_WHAT YOU WILL DO_: Work out how many lines of the data below hold the string "restaurants". Answer with that number alone.

_PROVIDED ENTRIES_:
Content starts

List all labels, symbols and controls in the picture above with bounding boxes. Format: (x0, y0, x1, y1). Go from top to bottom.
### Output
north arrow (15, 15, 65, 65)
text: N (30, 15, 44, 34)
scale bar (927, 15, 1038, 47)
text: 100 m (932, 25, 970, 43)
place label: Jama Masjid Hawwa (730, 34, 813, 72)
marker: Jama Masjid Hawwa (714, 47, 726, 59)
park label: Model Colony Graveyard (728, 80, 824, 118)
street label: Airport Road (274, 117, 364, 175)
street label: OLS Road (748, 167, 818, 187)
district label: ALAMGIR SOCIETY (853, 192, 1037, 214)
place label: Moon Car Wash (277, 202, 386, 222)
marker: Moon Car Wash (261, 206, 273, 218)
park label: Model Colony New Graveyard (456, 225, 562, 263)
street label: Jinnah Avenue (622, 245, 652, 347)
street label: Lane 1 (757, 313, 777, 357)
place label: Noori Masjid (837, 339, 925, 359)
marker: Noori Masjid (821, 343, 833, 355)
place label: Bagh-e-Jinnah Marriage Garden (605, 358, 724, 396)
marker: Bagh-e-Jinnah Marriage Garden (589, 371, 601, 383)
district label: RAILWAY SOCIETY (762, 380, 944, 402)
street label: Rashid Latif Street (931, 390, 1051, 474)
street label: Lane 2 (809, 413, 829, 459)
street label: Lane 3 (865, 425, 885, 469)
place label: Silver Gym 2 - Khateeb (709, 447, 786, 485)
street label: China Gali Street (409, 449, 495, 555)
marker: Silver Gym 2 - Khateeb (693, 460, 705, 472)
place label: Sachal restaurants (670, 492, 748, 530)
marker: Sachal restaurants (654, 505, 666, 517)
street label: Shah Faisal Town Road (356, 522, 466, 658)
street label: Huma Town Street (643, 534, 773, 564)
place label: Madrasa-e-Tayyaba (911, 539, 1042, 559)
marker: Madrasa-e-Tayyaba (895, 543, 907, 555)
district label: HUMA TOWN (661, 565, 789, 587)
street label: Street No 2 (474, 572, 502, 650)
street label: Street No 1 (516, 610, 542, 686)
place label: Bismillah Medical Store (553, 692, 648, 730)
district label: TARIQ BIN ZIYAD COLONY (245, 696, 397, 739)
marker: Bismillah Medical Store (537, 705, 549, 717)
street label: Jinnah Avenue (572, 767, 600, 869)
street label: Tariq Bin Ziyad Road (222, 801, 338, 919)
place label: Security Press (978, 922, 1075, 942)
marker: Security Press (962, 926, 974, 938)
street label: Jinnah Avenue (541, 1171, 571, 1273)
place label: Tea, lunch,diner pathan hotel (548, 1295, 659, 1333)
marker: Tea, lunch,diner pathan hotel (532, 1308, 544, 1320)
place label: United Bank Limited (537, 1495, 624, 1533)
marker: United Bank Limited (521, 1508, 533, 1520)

Content ends

_WRITTEN REPLY_: 2